Brian therefore looked to return to his writing roots, and in 2011 began the process of rewriting Chronicles of Empire, 1: Gathering, working with US author Teresa Edgerton, who he had met on the SFFchronicles forum, as his development editor. In 2016 1: Gathering was published on the same day that Donald Trump was elected president of the United States of America.
Brian stopped providing business services in 2015. The following year necessity saw him working at the local supermarket stacking shelves to make ends meet. In 2019 fellow writer and good friend, Darren Allan, recruited him as a freelance editor and writer for Future Publishing, specifically on the title TechRadarPro, where Brian continues to work.
Brian began work on the Destroyer series of books in 2017. However, at the start of June 2020, just as they were being prepared for publishing, he had a serious reaction to a steroid inhaler an asthma nurse had prescribed him, even though one taken the previous week had put him into mild shock. He turned up at the local Nairn and County Hospital, but they refused to admit him, or even to examine him. Instead he was told to just go home and ring the duty doctor, who told him it couldn’t be anything serious. As it was a Saturday, he was told if symptoms persisted, to seek a doctor’s appointment on the following Monday.

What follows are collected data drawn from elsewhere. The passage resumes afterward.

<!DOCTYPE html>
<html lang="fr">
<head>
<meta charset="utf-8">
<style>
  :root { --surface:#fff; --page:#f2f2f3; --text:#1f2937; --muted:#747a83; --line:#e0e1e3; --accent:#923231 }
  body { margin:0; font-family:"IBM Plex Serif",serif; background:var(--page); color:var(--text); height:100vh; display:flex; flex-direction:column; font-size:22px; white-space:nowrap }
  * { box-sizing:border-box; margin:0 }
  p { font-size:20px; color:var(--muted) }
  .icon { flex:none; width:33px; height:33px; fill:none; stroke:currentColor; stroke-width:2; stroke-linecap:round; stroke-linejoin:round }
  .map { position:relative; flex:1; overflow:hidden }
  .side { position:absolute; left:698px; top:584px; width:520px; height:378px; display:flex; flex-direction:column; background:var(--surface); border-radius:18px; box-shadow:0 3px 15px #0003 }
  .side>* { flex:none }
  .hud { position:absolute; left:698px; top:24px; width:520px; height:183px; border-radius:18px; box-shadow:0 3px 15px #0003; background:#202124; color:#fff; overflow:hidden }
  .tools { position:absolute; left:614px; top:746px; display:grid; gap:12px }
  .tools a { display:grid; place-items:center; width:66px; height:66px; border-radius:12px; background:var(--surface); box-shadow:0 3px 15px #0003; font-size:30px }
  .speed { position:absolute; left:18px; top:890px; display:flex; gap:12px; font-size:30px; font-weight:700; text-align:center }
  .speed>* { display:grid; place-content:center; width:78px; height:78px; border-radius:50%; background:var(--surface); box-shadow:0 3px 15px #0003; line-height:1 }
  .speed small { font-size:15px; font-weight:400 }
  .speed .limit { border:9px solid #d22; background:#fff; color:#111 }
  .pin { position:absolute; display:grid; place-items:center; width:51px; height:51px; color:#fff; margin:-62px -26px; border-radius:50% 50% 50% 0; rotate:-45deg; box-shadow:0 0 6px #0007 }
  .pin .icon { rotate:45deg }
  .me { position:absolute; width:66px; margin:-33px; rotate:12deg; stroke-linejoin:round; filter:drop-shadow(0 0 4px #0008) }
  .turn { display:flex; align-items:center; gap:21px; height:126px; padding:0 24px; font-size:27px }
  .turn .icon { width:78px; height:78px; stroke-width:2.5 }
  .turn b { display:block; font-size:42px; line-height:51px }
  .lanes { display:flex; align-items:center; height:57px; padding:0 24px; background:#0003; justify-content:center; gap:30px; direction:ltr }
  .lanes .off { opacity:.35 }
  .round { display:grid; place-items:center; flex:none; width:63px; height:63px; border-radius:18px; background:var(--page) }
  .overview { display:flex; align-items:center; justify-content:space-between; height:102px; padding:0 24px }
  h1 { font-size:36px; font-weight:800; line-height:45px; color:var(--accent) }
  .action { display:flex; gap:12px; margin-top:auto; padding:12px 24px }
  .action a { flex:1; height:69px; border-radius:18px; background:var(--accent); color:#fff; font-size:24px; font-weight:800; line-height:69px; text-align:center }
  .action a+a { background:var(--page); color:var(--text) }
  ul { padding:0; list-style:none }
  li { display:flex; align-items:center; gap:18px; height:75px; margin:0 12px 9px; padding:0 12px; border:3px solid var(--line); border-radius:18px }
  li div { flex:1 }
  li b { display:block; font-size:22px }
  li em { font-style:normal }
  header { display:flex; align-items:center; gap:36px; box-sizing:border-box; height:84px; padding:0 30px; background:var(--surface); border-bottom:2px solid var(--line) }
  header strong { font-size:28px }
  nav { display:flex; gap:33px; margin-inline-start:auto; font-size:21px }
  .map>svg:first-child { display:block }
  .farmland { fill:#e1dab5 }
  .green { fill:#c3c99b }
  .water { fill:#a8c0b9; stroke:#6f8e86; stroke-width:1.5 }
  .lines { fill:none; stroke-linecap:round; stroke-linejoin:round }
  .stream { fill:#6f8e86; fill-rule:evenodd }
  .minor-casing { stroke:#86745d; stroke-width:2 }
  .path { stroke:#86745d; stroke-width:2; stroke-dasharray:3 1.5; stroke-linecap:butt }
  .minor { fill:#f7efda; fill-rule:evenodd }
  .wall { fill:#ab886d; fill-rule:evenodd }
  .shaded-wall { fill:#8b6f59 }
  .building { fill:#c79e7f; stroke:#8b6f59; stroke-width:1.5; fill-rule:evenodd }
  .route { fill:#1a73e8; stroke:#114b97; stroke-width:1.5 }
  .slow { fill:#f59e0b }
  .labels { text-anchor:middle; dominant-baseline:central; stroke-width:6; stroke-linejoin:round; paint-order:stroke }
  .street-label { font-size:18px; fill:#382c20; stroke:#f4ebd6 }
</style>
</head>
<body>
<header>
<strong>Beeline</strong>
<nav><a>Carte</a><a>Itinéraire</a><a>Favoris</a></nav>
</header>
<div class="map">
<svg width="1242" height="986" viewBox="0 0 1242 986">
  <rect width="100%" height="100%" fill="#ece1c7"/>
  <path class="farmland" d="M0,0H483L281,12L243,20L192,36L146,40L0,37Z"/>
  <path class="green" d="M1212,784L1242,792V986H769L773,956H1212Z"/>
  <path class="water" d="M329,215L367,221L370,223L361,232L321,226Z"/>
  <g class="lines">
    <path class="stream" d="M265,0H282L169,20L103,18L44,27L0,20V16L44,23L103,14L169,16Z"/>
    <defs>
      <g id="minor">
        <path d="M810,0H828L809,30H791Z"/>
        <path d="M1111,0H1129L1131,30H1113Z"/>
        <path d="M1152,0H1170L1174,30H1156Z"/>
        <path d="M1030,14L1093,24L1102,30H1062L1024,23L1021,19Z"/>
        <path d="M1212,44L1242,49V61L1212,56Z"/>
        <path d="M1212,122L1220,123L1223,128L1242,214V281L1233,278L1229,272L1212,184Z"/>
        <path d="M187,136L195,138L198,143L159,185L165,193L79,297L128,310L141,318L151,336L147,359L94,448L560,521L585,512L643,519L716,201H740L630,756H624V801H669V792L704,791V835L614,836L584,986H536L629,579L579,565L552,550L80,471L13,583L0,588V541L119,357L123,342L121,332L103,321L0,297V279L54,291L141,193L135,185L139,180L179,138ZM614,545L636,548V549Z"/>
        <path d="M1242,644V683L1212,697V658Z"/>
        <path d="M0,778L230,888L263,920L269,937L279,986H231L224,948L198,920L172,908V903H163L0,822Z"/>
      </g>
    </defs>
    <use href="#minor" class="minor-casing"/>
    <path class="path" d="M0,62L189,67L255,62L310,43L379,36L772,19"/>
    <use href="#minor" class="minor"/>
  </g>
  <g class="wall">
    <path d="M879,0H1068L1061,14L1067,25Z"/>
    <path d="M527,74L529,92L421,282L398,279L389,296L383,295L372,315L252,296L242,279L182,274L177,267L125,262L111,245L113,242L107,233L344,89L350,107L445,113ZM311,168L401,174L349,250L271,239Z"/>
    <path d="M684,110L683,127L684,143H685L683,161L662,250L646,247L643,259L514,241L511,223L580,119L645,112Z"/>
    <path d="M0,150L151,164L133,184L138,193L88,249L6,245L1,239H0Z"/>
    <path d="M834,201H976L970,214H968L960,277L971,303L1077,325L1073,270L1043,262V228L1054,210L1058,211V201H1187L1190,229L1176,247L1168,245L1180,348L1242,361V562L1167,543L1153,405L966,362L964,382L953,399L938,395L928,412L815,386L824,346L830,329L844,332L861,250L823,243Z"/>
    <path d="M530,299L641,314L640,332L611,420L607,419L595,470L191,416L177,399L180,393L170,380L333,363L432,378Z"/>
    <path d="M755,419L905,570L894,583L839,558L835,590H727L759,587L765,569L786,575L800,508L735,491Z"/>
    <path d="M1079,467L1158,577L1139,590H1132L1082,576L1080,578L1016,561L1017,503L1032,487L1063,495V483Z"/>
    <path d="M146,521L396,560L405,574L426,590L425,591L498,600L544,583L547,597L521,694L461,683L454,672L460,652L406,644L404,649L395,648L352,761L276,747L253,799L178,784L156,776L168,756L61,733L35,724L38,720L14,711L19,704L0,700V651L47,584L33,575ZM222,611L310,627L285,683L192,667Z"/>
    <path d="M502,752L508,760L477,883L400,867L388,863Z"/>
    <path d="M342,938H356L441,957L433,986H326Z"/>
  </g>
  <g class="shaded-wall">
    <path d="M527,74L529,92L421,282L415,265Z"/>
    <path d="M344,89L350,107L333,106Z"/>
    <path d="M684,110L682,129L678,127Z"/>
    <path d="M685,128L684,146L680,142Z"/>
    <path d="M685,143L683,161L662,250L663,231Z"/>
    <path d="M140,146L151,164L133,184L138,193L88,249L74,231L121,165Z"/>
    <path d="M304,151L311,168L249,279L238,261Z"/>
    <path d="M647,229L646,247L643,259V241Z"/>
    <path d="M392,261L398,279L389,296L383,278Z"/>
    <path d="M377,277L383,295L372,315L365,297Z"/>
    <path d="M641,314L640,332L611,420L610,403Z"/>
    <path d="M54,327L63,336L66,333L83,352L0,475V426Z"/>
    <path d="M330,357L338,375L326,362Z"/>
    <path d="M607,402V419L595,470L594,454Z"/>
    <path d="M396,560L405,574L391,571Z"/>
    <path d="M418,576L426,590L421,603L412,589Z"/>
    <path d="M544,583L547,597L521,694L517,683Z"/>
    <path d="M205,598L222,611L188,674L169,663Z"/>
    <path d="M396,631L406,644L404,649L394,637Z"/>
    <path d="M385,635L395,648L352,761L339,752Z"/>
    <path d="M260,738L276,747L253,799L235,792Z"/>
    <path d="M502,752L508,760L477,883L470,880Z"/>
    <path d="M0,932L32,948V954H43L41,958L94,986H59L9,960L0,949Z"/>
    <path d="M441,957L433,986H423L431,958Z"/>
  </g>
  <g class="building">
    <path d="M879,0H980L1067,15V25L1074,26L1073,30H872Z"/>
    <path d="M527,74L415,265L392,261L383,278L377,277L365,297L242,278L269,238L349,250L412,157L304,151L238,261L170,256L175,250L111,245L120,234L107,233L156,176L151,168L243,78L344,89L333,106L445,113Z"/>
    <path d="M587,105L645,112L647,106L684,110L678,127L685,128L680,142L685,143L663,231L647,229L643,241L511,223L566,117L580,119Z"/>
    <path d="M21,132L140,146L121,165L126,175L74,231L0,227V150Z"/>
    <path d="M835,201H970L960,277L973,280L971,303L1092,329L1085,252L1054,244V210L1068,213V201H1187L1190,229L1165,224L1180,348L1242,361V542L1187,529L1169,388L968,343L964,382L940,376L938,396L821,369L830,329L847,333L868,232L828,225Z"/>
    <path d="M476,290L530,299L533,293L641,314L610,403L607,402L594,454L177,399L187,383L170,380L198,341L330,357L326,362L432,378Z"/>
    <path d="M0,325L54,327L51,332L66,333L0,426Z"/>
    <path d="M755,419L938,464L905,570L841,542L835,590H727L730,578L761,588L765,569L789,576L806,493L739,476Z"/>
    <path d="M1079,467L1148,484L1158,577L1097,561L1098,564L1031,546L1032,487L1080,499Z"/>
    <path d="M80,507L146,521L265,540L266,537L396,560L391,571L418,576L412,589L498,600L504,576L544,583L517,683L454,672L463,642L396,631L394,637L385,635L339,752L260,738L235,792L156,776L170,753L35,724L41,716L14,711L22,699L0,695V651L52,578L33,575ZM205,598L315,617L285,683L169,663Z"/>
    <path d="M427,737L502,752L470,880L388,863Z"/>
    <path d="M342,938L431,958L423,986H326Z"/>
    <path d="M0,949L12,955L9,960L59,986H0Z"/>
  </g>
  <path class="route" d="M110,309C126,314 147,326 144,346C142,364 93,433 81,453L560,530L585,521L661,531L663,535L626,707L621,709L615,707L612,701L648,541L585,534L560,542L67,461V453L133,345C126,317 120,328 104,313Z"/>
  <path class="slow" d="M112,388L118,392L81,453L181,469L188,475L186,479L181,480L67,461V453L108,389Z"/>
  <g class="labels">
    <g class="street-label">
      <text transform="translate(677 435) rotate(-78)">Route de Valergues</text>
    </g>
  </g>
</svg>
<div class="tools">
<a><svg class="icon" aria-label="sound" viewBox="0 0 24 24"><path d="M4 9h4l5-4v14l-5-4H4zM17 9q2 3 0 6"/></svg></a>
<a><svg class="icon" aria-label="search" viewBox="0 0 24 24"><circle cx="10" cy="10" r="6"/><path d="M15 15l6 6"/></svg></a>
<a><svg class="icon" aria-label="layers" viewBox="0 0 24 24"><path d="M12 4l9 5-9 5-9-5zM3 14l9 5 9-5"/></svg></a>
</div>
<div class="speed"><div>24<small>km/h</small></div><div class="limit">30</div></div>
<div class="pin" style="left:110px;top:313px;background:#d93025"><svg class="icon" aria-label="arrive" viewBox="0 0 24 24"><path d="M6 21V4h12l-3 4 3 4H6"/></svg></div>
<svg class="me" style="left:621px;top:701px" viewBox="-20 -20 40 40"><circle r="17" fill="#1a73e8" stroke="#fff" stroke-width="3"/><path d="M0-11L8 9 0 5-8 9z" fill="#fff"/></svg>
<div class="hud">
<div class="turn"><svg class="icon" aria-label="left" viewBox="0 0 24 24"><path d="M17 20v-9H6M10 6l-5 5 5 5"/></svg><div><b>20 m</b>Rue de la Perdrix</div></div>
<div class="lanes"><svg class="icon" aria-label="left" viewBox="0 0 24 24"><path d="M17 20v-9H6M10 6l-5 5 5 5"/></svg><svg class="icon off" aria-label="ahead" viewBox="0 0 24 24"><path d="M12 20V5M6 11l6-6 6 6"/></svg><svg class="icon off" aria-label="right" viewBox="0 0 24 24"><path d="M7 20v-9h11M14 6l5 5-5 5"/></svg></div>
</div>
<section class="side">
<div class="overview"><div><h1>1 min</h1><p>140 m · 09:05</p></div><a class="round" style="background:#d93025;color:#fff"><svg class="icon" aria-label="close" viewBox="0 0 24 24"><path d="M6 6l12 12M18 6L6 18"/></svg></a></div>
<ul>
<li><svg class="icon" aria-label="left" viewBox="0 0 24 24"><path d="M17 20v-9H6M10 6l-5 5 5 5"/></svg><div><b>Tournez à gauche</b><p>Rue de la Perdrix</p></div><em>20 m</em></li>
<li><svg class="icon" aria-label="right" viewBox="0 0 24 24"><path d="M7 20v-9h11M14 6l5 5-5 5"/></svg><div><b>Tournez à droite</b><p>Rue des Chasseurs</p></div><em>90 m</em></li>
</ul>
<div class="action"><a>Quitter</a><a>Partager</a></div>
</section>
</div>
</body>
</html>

When he did, he tried to explain that it felt like his adrenal system had gone into overdrive and was burning out.
Although he was subjected a wide array of tests, it was another 3 months before his adrenaline levels were checked, by which time it was too late to do anything – he had developed a severe form of Chronic Fatigue Syndrome. This left him having to rest in bed for most of the day, and difficulties with mobility means he needed to be pushed in a wheelchair outside of the home.
The illness affected him mentally as well as physically, leaving him unable to concentrate for any period of time. However, after 4 years he found he was able to concentrate a little longer in the very early morning, between 5am – 7am, and pushed himself to use this time to write The Living Universe, an idea he’d been inspired to write in 1995, but had never seemed like the right moment. The book had a soft launch on August 30th 2025, with a full promotion officially launching it on September 16th after the audiobook, narrated by Mike Drew, was approved for release by Audible.